What is needed :: What is needed is an exact copy of the listing, with no pictures in it.

++++

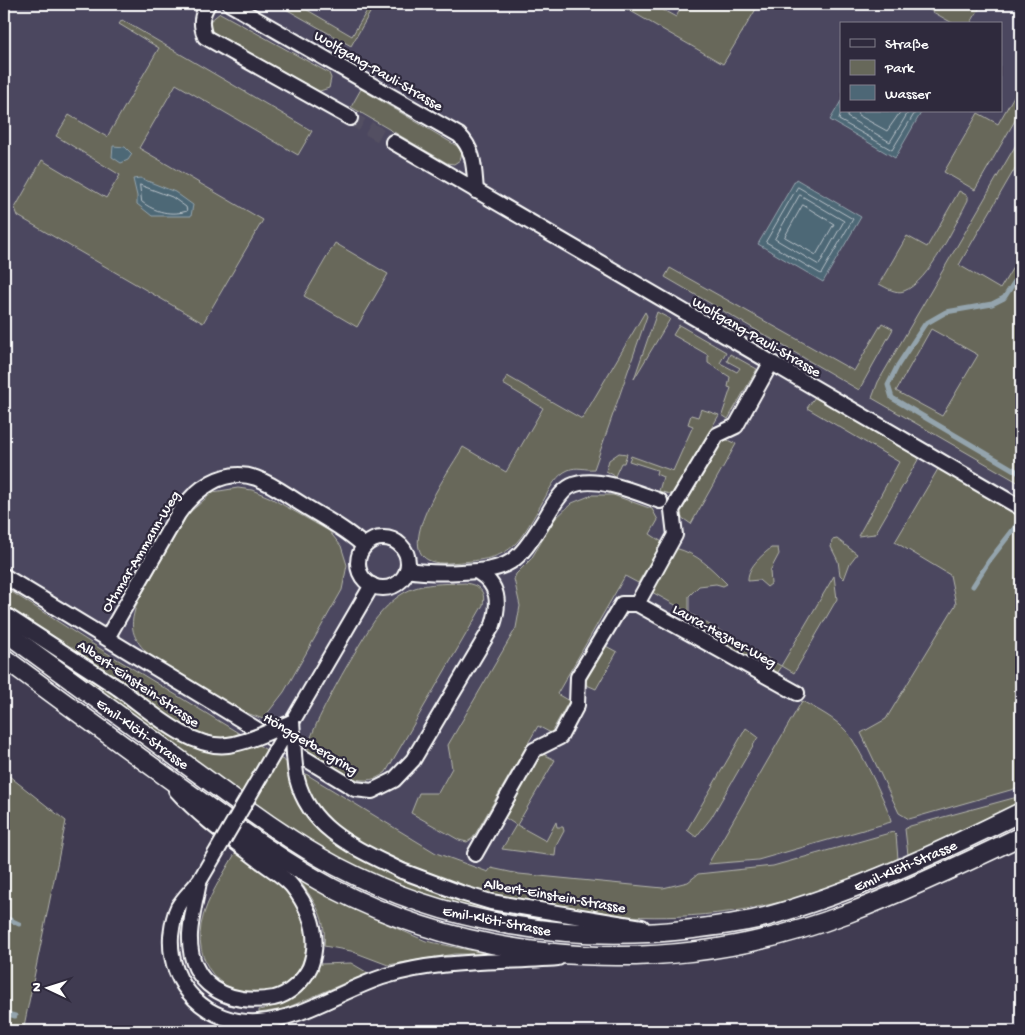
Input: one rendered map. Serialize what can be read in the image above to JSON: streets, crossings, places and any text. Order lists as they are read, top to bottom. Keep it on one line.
{"streets":{"street":["Wolfgang-Pauli-Strasse","Othmar-Ammann-Weg","Laura-Hezner-Weg","Albert-Einstein-Strasse","Emil-Klöti-Strasse","Hönggerbergring"]},"crossings":[["Othmar-Ammann-Weg","Hönggerbergring"],["Albert-Einstein-Strasse","Emil-Klöti-Strasse"]],"legend":["Straße","Park","Wasser"],"north":"left"}
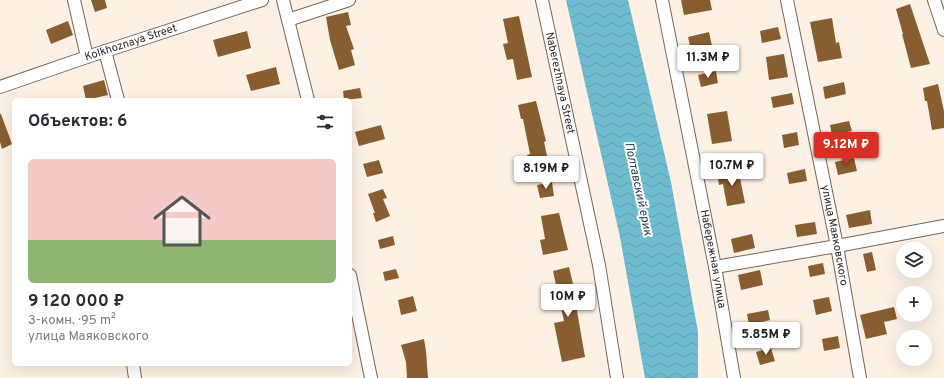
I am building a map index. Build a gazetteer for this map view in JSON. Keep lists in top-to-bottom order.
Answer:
{
  "streets": {
    "street": [
      "Kolkhoznaya Street",
      "Naberezhnaya Street",
      "улица Маяковского",
      "Набережная улица"
    ]
  },
  "water": ["Полтавский ерик"],
  "page": {
    "price": [
      "11.3M ₽",
      "9.12M ₽",
      "10.7M ₽",
      "8.19M ₽",
      "10M ₽",
      "5.85M ₽"
    ],
    "heading": "Объектов: 6",
    "list": [
      {
        "name": "9 120 000 ₽",
        "note": "3-комн. · 95 m² · улица Маяковского"
      }
    ],
    "map_buttons": ["+", "−"]
  }
}
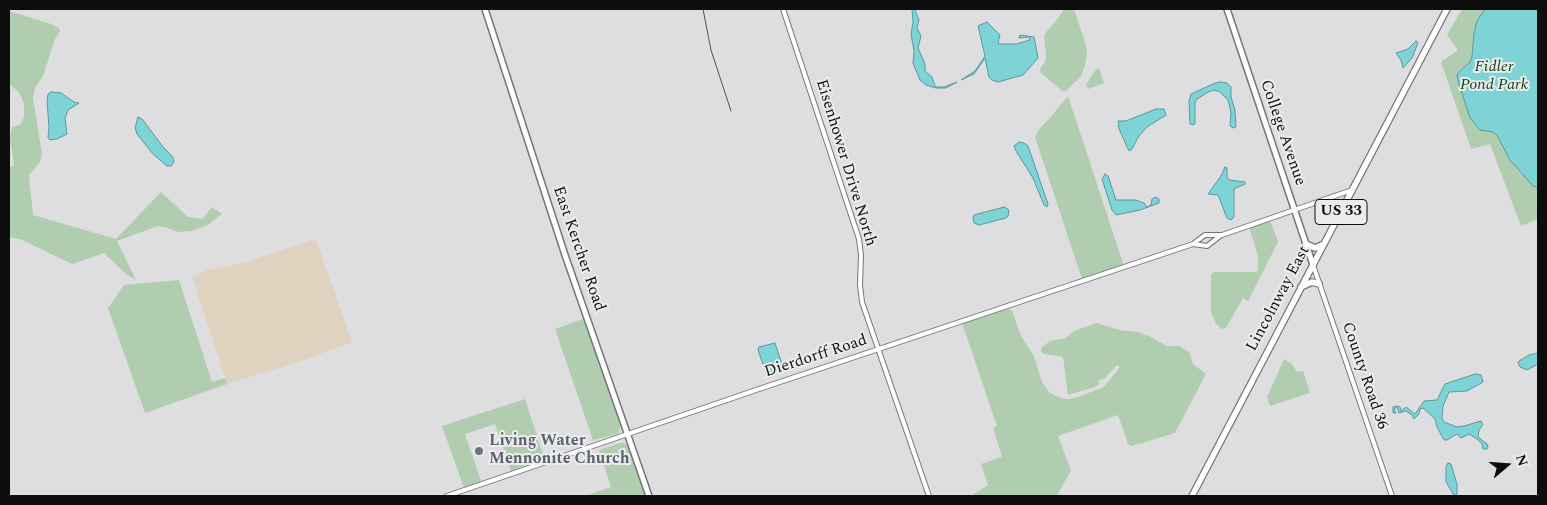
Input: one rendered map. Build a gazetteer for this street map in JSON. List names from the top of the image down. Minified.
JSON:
{"streets":{"highway":["US 33","Lincolnway East"],"main road":["College Avenue","East Kercher Road"],"street":["Eisenhower Drive North","Dierdorff Road","County Road 36"]},"crossings":[["College Avenue","Lincolnway East"],["College Avenue","Dierdorff Road"],["College Avenue","County Road 36"],["Eisenhower Drive North","Dierdorff Road"],["East Kercher Road","Dierdorff Road"],["Lincolnway East","Dierdorff Road"],["Lincolnway East","County Road 36"]],"parks":["Fidler Pond Park"],"places":["Living Water Mennonite Church"],"north":"right"}
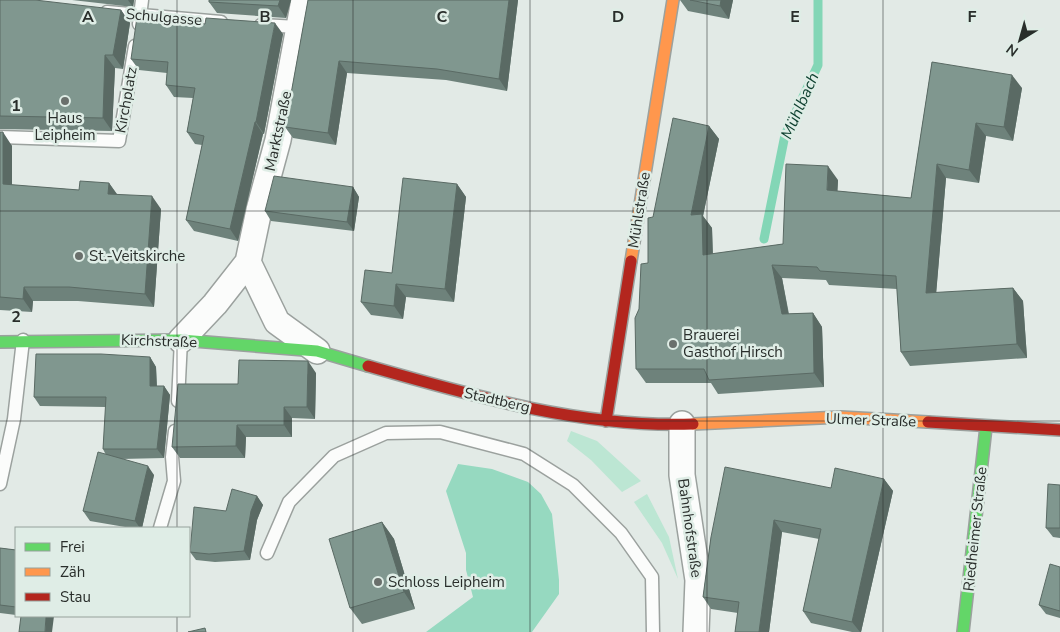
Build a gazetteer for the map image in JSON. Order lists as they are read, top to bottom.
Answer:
{
  "streets": {
    "street": [
      "Marktstraße",
      "Mühlstraße",
      "Kirchstraße",
      "Stadtberg",
      "Ulmer Straße",
      "Bahnhofstraße",
      "Riedheimer Straße"
    ],
    "lane": ["Schulgasse", "Kirchplatz"]
  },
  "crossings": [
    ["Schulgasse", "Kirchplatz"],
    ["Schulgasse", "Marktstraße"],
    ["Marktstraße", "Kirchstraße"],
    ["Mühlstraße", "Stadtberg"],
    ["Kirchstraße", "Stadtberg"],
    ["Stadtberg", "Ulmer Straße"],
    ["Stadtberg", "Bahnhofstraße"],
    ["Ulmer Straße", "Bahnhofstraße"],
    ["Ulmer Straße", "Riedheimer Straße"]
  ],
  "water": ["Mühlbach"],
  "places": [
    "Haus Leipheim",
    "St.-Veitskirche",
    "Brauerei Gasthof Hirsch",
    "Schloss Leipheim"
  ],
  "legend": ["Frei", "Zäh", "Stau"],
  "north": "bottom left",
  "grid": {
    "columns": [
      "A",
      "B",
      "C",
      "D",
      "E",
      "F"
    ],
    "rows": ["1", "2"]
  }
}
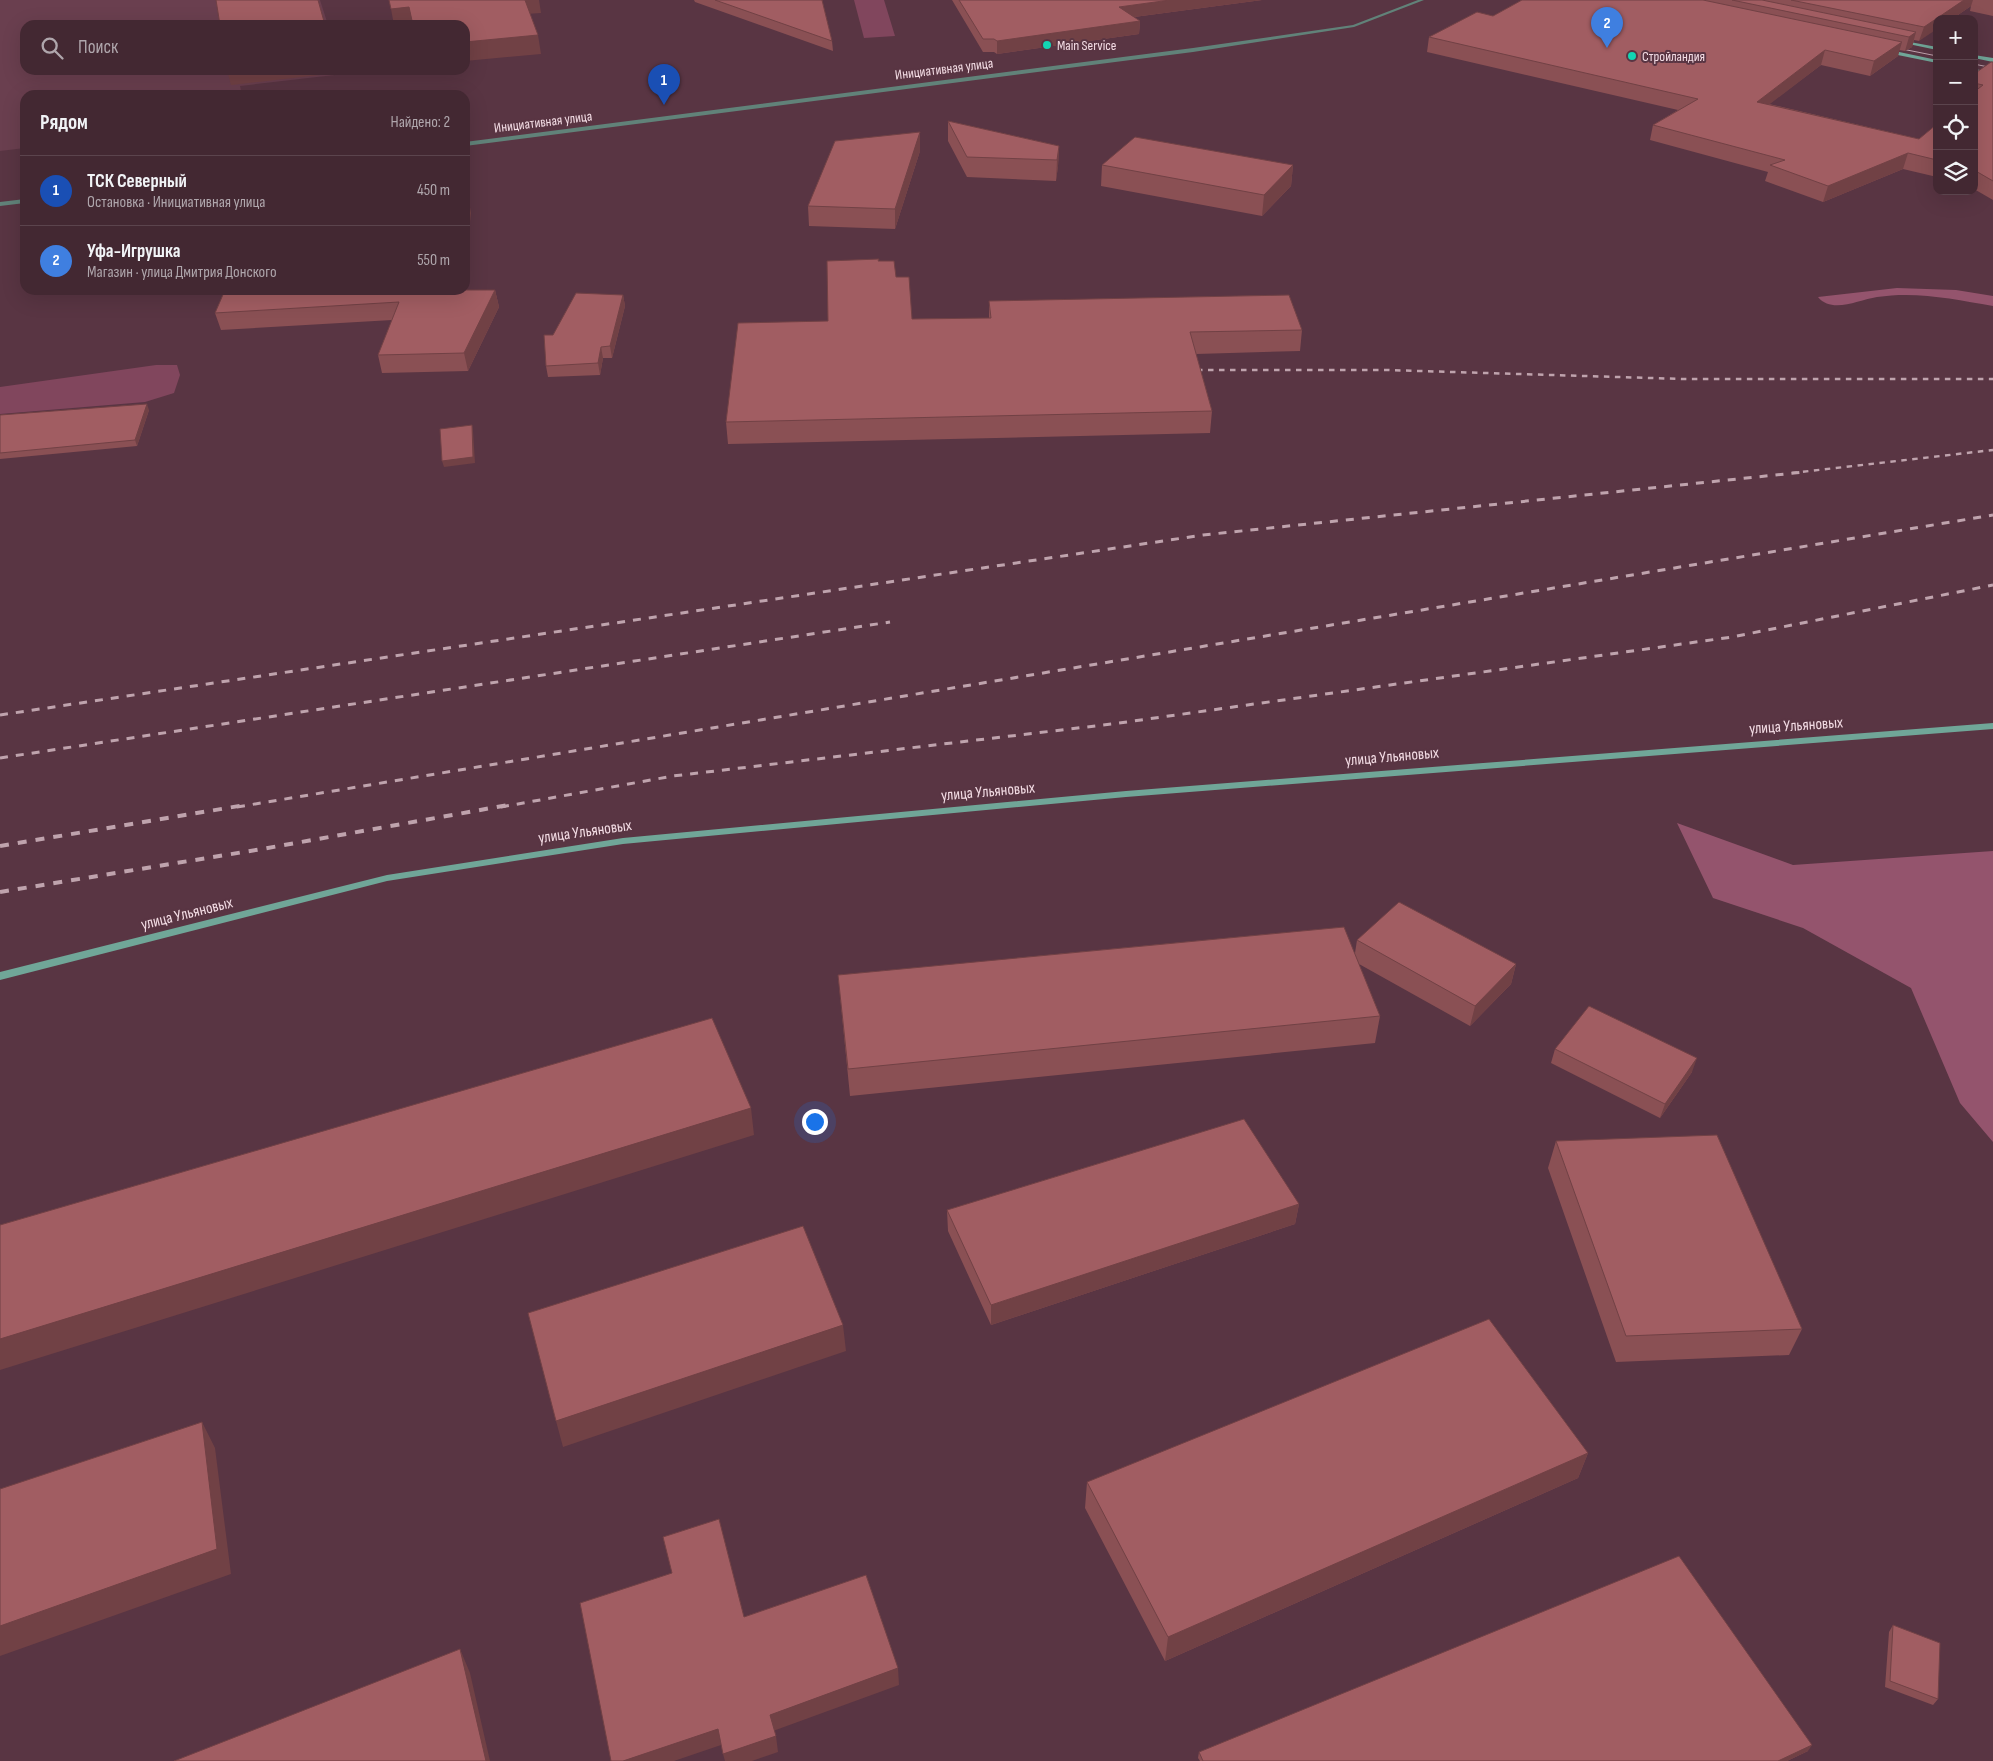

++++

Your solution ::
Input: one rendered map. Serialize what can be read in the image above to JSON: streets, crossings, places and any text. Order lists as they are read, top to bottom. Keep it on one line.
{"streets":{"street":["Wolfgang-Pauli-Strasse","Othmar-Ammann-Weg","Laura-Hezner-Weg","Albert-Einstein-Strasse","Emil-Klöti-Strasse","Hönggerbergring"]},"crossings":[["Othmar-Ammann-Weg","Hönggerbergring"],["Albert-Einstein-Strasse","Emil-Klöti-Strasse"]],"legend":["Straße","Park","Wasser"],"north":"left"}
I am building a map index. Build a gazetteer for this map view in JSON. Keep lists in top-to-bottom order.
Answer:
{
  "streets": {
    "street": [
      "Kolkhoznaya Street",
      "Naberezhnaya Street",
      "улица Маяковского",
      "Набережная улица"
    ]
  },
  "water": ["Полтавский ерик"],
  "page": {
    "price": [
      "11.3M ₽",
      "9.12M ₽",
      "10.7M ₽",
      "8.19M ₽",
      "10M ₽",
      "5.85M ₽"
    ],
    "heading": "Объектов: 6",
    "list": [
      {
        "name": "9 120 000 ₽",
        "note": "3-комн. · 95 m² · улица Маяковского"
      }
    ],
    "map_buttons": ["+", "−"]
  }
}
Input: one rendered map. Build a gazetteer for this street map in JSON. List names from the top of the image down. Minified.
JSON:
{"streets":{"highway":["US 33","Lincolnway East"],"main road":["College Avenue","East Kercher Road"],"street":["Eisenhower Drive North","Dierdorff Road","County Road 36"]},"crossings":[["College Avenue","Lincolnway East"],["College Avenue","Dierdorff Road"],["College Avenue","County Road 36"],["Eisenhower Drive North","Dierdorff Road"],["East Kercher Road","Dierdorff Road"],["Lincolnway East","Dierdorff Road"],["Lincolnway East","County Road 36"]],"parks":["Fidler Pond Park"],"places":["Living Water Mennonite Church"],"north":"right"}
Build a gazetteer for the map image in JSON. Order lists as they are read, top to bottom.
Answer:
{
  "streets": {
    "street": [
      "Marktstraße",
      "Mühlstraße",
      "Kirchstraße",
      "Stadtberg",
      "Ulmer Straße",
      "Bahnhofstraße",
      "Riedheimer Straße"
    ],
    "lane": ["Schulgasse", "Kirchplatz"]
  },
  "crossings": [
    ["Schulgasse", "Kirchplatz"],
    ["Schulgasse", "Marktstraße"],
    ["Marktstraße", "Kirchstraße"],
    ["Mühlstraße", "Stadtberg"],
    ["Kirchstraße", "Stadtberg"],
    ["Stadtberg", "Ulmer Straße"],
    ["Stadtberg", "Bahnhofstraße"],
    ["Ulmer Straße", "Bahnhofstraße"],
    ["Ulmer Straße", "Riedheimer Straße"]
  ],
  "water": ["Mühlbach"],
  "places": [
    "Haus Leipheim",
    "St.-Veitskirche",
    "Brauerei Gasthof Hirsch",
    "Schloss Leipheim"
  ],
  "legend": ["Frei", "Zäh", "Stau"],
  "north": "bottom left",
  "grid": {
    "columns": [
      "A",
      "B",
      "C",
      "D",
      "E",
      "F"
    ],
    "rows": ["1", "2"]
  }
}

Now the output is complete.